──────── INFORMATION SHOWN ────────
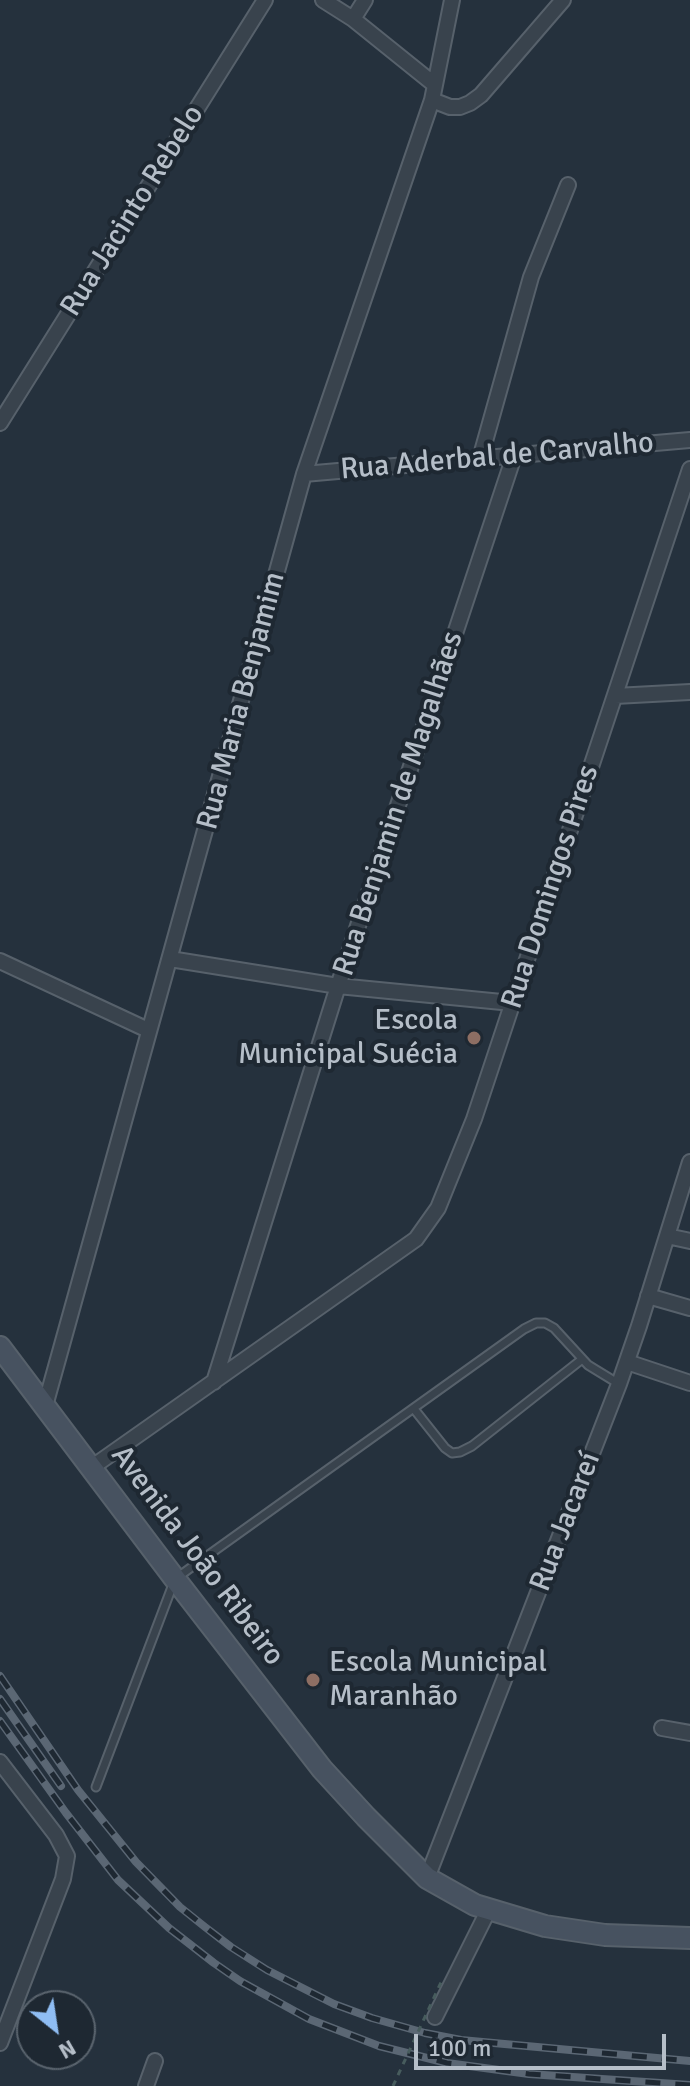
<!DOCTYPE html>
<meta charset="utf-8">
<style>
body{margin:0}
#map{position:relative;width:690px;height:2086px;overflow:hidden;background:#25313d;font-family:Signika,sans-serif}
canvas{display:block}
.north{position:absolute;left:16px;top:1990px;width:80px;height:80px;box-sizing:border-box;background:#1e2832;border:2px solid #5a646e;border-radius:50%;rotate:150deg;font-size:22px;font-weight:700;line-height:32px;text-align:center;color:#b5bec8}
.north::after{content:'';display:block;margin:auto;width:28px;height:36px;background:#8fbdf3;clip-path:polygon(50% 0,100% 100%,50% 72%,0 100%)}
.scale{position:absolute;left:414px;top:2034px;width:252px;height:36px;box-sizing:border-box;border:4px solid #b5bec8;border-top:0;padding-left:10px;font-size:24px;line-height:28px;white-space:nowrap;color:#b5bec8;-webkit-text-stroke:6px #1e2832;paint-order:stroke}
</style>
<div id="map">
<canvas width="690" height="2086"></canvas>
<div class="north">N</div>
<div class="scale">100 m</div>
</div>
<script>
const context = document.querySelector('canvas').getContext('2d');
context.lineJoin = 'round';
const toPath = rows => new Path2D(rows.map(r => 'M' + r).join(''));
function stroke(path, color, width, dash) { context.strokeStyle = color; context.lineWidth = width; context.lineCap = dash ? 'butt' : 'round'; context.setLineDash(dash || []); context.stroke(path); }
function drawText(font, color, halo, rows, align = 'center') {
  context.font = font + ' Signika,sans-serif'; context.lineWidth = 8; context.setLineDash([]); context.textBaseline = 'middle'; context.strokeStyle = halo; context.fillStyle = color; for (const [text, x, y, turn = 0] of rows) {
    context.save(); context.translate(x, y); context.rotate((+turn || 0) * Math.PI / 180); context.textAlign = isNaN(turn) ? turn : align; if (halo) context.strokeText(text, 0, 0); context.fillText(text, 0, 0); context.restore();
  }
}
const service = toPath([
 [414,1409,445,1448,452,1453,460,1452,472,1446,581,1360],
 [96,1787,175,1579,524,1329,536,1323,545,1323,554,1328,588,1365,619,1384]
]);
const minor = toPath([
 [323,0,353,19,435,85],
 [353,19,365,0],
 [432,100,450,107,460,107,470,103,481,95,563,0],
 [0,423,265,0],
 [480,459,531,277,568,185],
 [304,474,690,440],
 [615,696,690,692],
 [170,959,338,986,512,1003],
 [0,961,148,1030],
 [667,1236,690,1241],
 [648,1296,690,1308],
 [627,1362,690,1383],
 [214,1382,338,986,514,456],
 [45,1406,304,474,432,100,452,0],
 [91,1468,416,1239,438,1208,474,1119,690,469],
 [662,1728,690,1733],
 [0,1762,56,1835,67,1856,63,1879,0,2043],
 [427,1878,619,1384,639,1326,690,1162],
 [435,2017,489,1909],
 [146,2086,155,2061]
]);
const secondary = toPath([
 [0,1347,175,1579,322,1769,366,1817,427,1878,475,1905,545,1926,605,1935,690,1938]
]);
const rail = toPath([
 [0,1676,78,1790,136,1862,180,1907,205,1927,231,1947,267,1970,334,2004,372,2018,425,2033,461,2040,690,2061],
 [0,1699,61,1786],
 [0,1721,66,1813,118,1880,169,1928,214,1963,240,1981,309,2019,379,2046,447,2063,529,2074,690,2085]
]);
const pathBridge = toPath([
 [393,2086,443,1978]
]);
const markers = [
 [474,1038,8,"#8d6e63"],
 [313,1680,8,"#8d6e63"]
];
const streetNames = [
 ["Rua Jacinto Rebelo",133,211,-58],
 ["Rua Aderbal de Carvalho",497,457,-5],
 ["Rua Maria Benjamim",242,701,-75],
 ["Rua Benjamin de Magalhães",399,804,-72],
 ["Rua Domingos Pires",551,887,-72],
 ["Rua Jacareí",566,1522,-69],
 ["Avenida João Ribeiro",197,1556,53]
];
const poiNames = [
 ["Escola",458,1021],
 ["Municipal Suécia",458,1055],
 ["Escola Municipal",329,1663,"left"],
 ["Maranhão",329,1697,"left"]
];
stroke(service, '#57616b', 11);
stroke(minor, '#57616b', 18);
stroke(secondary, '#57616b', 24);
stroke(service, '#39434d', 7);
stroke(minor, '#39434d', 14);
stroke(secondary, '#475260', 20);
stroke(rail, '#5b6774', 8);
stroke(rail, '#1e2832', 5, [15]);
stroke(pathBridge, '#475c5d', 3, [6, 6]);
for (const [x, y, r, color] of markers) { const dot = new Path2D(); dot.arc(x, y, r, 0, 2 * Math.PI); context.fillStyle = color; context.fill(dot); stroke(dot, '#1e2832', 3); }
drawText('30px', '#b5bec8', '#1e2832', streetNames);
drawText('30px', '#b5bec8', '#1e2832', poiNames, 'right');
</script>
────────
TASK: Go line by line through the records and copy those that contain the word "canvas".

RESPONSE:
canvas{display:block}
<canvas width="690" height="2086"></canvas>
const context = document.querySelector('canvas').getContext('2d');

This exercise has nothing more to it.